## What this task involves
Could you write out the records exactly as they are given?

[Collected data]
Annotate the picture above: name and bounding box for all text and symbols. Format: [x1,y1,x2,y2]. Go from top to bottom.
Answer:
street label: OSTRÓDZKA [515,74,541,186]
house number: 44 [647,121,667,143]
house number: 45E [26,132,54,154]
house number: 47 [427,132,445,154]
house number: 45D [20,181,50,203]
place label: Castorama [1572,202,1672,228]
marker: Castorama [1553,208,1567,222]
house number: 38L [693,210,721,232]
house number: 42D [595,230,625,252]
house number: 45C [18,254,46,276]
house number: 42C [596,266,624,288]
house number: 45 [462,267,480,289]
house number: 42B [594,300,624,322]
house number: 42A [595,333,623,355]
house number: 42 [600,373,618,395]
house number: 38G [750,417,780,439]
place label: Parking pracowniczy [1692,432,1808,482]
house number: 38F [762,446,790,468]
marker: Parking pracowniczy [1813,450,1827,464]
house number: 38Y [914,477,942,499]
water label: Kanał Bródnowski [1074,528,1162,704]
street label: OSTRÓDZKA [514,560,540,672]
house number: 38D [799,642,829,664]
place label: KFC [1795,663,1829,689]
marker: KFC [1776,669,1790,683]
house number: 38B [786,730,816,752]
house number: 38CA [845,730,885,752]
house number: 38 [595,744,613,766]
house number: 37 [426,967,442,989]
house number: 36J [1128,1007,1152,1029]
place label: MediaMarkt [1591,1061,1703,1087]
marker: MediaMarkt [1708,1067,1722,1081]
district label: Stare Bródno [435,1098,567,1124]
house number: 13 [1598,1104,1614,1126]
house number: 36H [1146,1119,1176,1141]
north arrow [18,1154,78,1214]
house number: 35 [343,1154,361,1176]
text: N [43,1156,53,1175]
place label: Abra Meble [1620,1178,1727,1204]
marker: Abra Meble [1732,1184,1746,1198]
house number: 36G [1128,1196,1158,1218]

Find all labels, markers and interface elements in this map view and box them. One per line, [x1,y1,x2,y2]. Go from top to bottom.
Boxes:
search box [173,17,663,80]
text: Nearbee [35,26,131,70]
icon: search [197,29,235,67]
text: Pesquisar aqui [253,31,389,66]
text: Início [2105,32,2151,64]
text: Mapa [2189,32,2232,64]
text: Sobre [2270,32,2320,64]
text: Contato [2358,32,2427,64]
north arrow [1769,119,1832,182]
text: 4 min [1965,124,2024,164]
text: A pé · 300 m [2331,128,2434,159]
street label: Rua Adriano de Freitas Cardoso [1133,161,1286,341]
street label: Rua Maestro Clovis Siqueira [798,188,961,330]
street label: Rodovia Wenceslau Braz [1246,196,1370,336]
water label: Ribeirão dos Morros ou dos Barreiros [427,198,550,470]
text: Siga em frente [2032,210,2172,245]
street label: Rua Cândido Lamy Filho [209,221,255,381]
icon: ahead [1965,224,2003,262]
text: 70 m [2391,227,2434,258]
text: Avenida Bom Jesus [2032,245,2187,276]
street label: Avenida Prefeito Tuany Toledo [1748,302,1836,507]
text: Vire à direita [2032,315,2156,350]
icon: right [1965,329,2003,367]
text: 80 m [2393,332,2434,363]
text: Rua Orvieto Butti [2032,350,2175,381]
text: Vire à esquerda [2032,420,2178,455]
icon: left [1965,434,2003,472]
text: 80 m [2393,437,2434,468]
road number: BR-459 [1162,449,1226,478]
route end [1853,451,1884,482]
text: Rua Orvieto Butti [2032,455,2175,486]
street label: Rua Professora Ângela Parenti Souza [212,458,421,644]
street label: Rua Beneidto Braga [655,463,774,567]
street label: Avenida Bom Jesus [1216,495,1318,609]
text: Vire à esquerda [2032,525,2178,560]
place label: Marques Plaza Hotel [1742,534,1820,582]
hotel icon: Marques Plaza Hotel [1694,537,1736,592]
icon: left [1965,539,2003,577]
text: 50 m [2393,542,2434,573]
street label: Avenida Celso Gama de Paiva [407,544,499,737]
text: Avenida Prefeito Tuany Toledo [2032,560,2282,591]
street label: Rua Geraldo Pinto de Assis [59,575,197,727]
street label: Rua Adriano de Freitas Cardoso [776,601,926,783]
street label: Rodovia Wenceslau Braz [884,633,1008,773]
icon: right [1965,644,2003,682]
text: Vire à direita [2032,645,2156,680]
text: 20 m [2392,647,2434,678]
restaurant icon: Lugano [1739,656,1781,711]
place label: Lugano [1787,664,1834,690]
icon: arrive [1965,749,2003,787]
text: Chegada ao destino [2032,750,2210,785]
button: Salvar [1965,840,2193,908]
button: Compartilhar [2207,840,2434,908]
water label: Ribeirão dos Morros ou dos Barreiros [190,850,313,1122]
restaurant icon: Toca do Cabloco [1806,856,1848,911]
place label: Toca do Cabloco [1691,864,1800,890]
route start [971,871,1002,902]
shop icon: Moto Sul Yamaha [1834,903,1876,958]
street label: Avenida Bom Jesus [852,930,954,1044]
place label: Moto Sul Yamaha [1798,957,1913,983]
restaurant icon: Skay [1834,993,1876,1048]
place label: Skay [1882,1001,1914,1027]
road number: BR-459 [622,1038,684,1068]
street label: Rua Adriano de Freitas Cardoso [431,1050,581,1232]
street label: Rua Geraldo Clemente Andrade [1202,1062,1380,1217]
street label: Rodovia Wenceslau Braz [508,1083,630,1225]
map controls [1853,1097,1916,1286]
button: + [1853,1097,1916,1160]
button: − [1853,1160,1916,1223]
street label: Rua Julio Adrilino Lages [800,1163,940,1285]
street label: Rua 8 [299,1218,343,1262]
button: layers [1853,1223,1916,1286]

## Solved exercise
Annotate the picture above: name and bounding box for all text and symbols. Format: [x1,y1,x2,y2]. Go from top to bottom.
Answer:
street label: OSTRÓDZKA [515,74,541,186]
house number: 44 [647,121,667,143]
house number: 45E [26,132,54,154]
house number: 47 [427,132,445,154]
house number: 45D [20,181,50,203]
place label: Castorama [1572,202,1672,228]
marker: Castorama [1553,208,1567,222]
house number: 38L [693,210,721,232]
house number: 42D [595,230,625,252]
house number: 45C [18,254,46,276]
house number: 42C [596,266,624,288]
house number: 45 [462,267,480,289]
house number: 42B [594,300,624,322]
house number: 42A [595,333,623,355]
house number: 42 [600,373,618,395]
house number: 38G [750,417,780,439]
place label: Parking pracowniczy [1692,432,1808,482]
house number: 38F [762,446,790,468]
marker: Parking pracowniczy [1813,450,1827,464]
house number: 38Y [914,477,942,499]
water label: Kanał Bródnowski [1074,528,1162,704]
street label: OSTRÓDZKA [514,560,540,672]
house number: 38D [799,642,829,664]
place label: KFC [1795,663,1829,689]
marker: KFC [1776,669,1790,683]
house number: 38B [786,730,816,752]
house number: 38CA [845,730,885,752]
house number: 38 [595,744,613,766]
house number: 37 [426,967,442,989]
house number: 36J [1128,1007,1152,1029]
place label: MediaMarkt [1591,1061,1703,1087]
marker: MediaMarkt [1708,1067,1722,1081]
district label: Stare Bródno [435,1098,567,1124]
house number: 13 [1598,1104,1614,1126]
house number: 36H [1146,1119,1176,1141]
north arrow [18,1154,78,1214]
house number: 35 [343,1154,361,1176]
text: N [43,1156,53,1175]
place label: Abra Meble [1620,1178,1727,1204]
marker: Abra Meble [1732,1184,1746,1198]
house number: 36G [1128,1196,1158,1218]

Find all labels, markers and interface elements in this map view and box them. One per line, [x1,y1,x2,y2]. Go from top to bottom.
Boxes:
search box [173,17,663,80]
text: Nearbee [35,26,131,70]
icon: search [197,29,235,67]
text: Pesquisar aqui [253,31,389,66]
text: Início [2105,32,2151,64]
text: Mapa [2189,32,2232,64]
text: Sobre [2270,32,2320,64]
text: Contato [2358,32,2427,64]
north arrow [1769,119,1832,182]
text: 4 min [1965,124,2024,164]
text: A pé · 300 m [2331,128,2434,159]
street label: Rua Adriano de Freitas Cardoso [1133,161,1286,341]
street label: Rua Maestro Clovis Siqueira [798,188,961,330]
street label: Rodovia Wenceslau Braz [1246,196,1370,336]
water label: Ribeirão dos Morros ou dos Barreiros [427,198,550,470]
text: Siga em frente [2032,210,2172,245]
street label: Rua Cândido Lamy Filho [209,221,255,381]
icon: ahead [1965,224,2003,262]
text: 70 m [2391,227,2434,258]
text: Avenida Bom Jesus [2032,245,2187,276]
street label: Avenida Prefeito Tuany Toledo [1748,302,1836,507]
text: Vire à direita [2032,315,2156,350]
icon: right [1965,329,2003,367]
text: 80 m [2393,332,2434,363]
text: Rua Orvieto Butti [2032,350,2175,381]
text: Vire à esquerda [2032,420,2178,455]
icon: left [1965,434,2003,472]
text: 80 m [2393,437,2434,468]
road number: BR-459 [1162,449,1226,478]
route end [1853,451,1884,482]
text: Rua Orvieto Butti [2032,455,2175,486]
street label: Rua Professora Ângela Parenti Souza [212,458,421,644]
street label: Rua Beneidto Braga [655,463,774,567]
street label: Avenida Bom Jesus [1216,495,1318,609]
text: Vire à esquerda [2032,525,2178,560]
place label: Marques Plaza Hotel [1742,534,1820,582]
hotel icon: Marques Plaza Hotel [1694,537,1736,592]
icon: left [1965,539,2003,577]
text: 50 m [2393,542,2434,573]
street label: Avenida Celso Gama de Paiva [407,544,499,737]
text: Avenida Prefeito Tuany Toledo [2032,560,2282,591]
street label: Rua Geraldo Pinto de Assis [59,575,197,727]
street label: Rua Adriano de Freitas Cardoso [776,601,926,783]
street label: Rodovia Wenceslau Braz [884,633,1008,773]
icon: right [1965,644,2003,682]
text: Vire à direita [2032,645,2156,680]
text: 20 m [2392,647,2434,678]
restaurant icon: Lugano [1739,656,1781,711]
place label: Lugano [1787,664,1834,690]
icon: arrive [1965,749,2003,787]
text: Chegada ao destino [2032,750,2210,785]
button: Salvar [1965,840,2193,908]
button: Compartilhar [2207,840,2434,908]
water label: Ribeirão dos Morros ou dos Barreiros [190,850,313,1122]
restaurant icon: Toca do Cabloco [1806,856,1848,911]
place label: Toca do Cabloco [1691,864,1800,890]
route start [971,871,1002,902]
shop icon: Moto Sul Yamaha [1834,903,1876,958]
street label: Avenida Bom Jesus [852,930,954,1044]
place label: Moto Sul Yamaha [1798,957,1913,983]
restaurant icon: Skay [1834,993,1876,1048]
place label: Skay [1882,1001,1914,1027]
road number: BR-459 [622,1038,684,1068]
street label: Rua Adriano de Freitas Cardoso [431,1050,581,1232]
street label: Rua Geraldo Clemente Andrade [1202,1062,1380,1217]
street label: Rodovia Wenceslau Braz [508,1083,630,1225]
map controls [1853,1097,1916,1286]
button: + [1853,1097,1916,1160]
button: − [1853,1160,1916,1223]
street label: Rua Julio Adrilino Lages [800,1163,940,1285]
street label: Rua 8 [299,1218,343,1262]
button: layers [1853,1223,1916,1286]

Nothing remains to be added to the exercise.